Per questo, mentre nell'Eternon c'erano sei tipi di creazioni che avevano un unico tipo di perfezione relativa; nel Caducon, invece, si avevano sei tipi di creazioni con perfezione relativa, dei quali quello relativo all'uomo era senza dubbio superiore a tutti gli altri. Alla perfezione umana seguivano poi, in ordine d'importanza, la perfezione animale, la perfezione vegetale, la perfezione cosmica e la perfezione delle cose inanimate, ossia della materia in particolare. Volendo essere obiettivo, una perfezione a sé stante, da considerarsi al di fuori di ogni gerarchia, era quella di rapporto esistente tra le differenti creazioni caduconiane. Essa esisteva esclusivamente per tutelare l'armonia fra le stesse e non aveva bisogno di uno studio particolare, essendo evidenti la sua esistenza e gli obiettivi che tendeva a perseguire nell'ambito del Caducon.
Quindi, com'ero venuto a conoscenza nel mio studio, Xurbiz aveva creato sia in seno alla sua realtà che all'esterno di essa, per cui ne erano originati due generi di creazione diametralmente opposti. Per logica, l'atto creativo, promosso e fatto dilagare nella propria realtà, non poteva essere della stessa specie di quello fatto proiettare fuori di essa. Mi riferisco al luogo, dove il nulla era stato il dominatore incontrastato e sovrano, quando non vi si erano ancora trasferite tutte le creazioni divine di natura effimera e transeunte.
Il primo genere, in quanto espresso e soddisfatto nelle purissime regioni metafisiche della realtà divina, non poteva non appartenere a essa. Ma far parte della realtà divina, se proprio non voleva dire essere pari a essa e uguagliarla, significava sicuramente viverla e beneficiare in larghissima parte di tutti quei vantaggi che derivavano da essa. Il secondo, invece, essendo stato voluto in ciò che non era mai stato, per cominciare a esistere, non aveva potuto esimersi dall'obbligo di fare propri il tempo e la materia, per cui l'uno e l'altra avrebbero rappresentato per sempre le sue due essenziali componenti. Per questo gli erano derivate ipso facto dal tempo e dalla materia la mutevolezza e la deteriorabilità, difetti appunto che facevano capo rispettivamente all'uno e all'altra.

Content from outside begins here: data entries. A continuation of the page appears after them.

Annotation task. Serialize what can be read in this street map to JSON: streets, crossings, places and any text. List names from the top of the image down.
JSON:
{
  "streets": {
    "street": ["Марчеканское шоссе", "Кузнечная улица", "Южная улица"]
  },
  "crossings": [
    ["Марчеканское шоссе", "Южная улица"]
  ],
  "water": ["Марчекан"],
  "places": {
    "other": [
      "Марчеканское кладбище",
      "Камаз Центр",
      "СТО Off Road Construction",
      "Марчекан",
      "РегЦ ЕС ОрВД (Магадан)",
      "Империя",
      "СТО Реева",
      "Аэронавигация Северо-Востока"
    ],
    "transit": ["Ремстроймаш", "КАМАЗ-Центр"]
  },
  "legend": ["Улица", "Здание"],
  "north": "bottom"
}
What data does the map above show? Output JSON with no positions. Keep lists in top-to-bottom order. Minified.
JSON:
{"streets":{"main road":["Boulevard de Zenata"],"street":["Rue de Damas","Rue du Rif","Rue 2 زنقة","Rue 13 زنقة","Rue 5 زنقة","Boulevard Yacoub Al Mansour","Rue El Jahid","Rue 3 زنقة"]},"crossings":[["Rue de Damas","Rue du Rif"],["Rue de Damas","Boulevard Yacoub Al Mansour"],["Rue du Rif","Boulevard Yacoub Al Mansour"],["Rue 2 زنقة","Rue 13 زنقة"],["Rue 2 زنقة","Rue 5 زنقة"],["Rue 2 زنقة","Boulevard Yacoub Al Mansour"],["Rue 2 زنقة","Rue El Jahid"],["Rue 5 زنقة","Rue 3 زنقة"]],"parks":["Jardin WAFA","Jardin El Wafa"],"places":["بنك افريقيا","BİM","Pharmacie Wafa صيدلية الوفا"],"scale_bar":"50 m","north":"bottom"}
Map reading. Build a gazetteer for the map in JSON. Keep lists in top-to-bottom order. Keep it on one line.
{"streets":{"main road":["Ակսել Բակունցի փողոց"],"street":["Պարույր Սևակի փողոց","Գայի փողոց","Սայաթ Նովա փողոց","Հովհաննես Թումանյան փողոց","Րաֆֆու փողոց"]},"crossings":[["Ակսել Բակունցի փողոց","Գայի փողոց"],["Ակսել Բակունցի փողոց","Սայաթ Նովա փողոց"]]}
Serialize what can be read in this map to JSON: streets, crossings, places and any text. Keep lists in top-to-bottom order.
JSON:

In particolar modo, ciò che rendeva più marcata la differenziazione tra i due tipi di creazione, rendendoli antitetici al massimo tra di loro, era soprattutto il presupposto su cui si fondava la loro esistenza. Esso, nelle creature eternoniane, s'identificava con l'immortalità; mentre, nelle creature caduconiane, comportava la loro rigorosa preclusione a essa. In concreto, quest'ultima era perseguita attraverso un suo continuo adoperarsi perché venissero tarpate le ali a ogni loro speranza di pervenire all'immortalità.